• [Your goal] Each line containing the string "Keep" should be copied out of the entries.

• [Stored data]
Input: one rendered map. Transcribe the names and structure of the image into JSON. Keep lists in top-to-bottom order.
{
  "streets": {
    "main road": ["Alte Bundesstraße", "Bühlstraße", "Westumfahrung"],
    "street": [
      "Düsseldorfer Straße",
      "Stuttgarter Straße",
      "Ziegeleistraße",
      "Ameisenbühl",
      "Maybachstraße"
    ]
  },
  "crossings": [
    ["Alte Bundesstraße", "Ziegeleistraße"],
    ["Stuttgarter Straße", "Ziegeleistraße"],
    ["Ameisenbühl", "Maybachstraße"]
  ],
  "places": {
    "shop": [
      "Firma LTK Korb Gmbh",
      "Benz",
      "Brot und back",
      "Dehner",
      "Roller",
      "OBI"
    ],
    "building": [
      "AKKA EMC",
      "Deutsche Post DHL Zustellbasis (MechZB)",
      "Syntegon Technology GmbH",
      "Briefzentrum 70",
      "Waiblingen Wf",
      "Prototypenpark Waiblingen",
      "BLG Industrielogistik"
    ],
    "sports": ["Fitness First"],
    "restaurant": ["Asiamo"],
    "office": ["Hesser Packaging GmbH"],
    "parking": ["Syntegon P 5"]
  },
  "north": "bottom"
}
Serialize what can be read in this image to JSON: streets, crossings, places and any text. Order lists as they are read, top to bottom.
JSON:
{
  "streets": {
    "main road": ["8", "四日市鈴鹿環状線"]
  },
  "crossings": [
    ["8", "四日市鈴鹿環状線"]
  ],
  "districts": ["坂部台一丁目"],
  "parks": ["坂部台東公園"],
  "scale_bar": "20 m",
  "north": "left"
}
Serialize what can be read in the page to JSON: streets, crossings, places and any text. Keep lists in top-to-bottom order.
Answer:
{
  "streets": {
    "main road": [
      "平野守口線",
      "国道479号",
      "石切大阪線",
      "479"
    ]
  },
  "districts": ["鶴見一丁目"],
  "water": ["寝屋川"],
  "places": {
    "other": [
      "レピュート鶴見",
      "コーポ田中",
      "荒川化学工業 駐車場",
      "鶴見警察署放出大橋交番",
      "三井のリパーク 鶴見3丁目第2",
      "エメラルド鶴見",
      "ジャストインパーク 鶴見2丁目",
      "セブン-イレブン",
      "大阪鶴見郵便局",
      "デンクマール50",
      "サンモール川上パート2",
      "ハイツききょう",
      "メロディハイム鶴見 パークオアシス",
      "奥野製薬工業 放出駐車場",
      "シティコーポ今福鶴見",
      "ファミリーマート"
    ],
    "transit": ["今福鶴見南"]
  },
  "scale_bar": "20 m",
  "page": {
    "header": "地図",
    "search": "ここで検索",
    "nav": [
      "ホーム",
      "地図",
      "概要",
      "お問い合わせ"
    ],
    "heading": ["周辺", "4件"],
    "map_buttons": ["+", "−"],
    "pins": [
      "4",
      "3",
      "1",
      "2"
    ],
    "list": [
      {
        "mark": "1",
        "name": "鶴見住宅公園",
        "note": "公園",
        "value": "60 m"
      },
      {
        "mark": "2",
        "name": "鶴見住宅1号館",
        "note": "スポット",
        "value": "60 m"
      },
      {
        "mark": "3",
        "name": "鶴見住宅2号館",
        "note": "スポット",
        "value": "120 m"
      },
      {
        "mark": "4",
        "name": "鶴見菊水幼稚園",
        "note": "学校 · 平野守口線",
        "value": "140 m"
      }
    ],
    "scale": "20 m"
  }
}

• [Response to the exercise]
Input: one rendered map. Transcribe the names and structure of the image into JSON. Keep lists in top-to-bottom order.
Serialize what can be read in the page to JSON: streets, crossings, places and any text. Keep lists in top-to-bottom order.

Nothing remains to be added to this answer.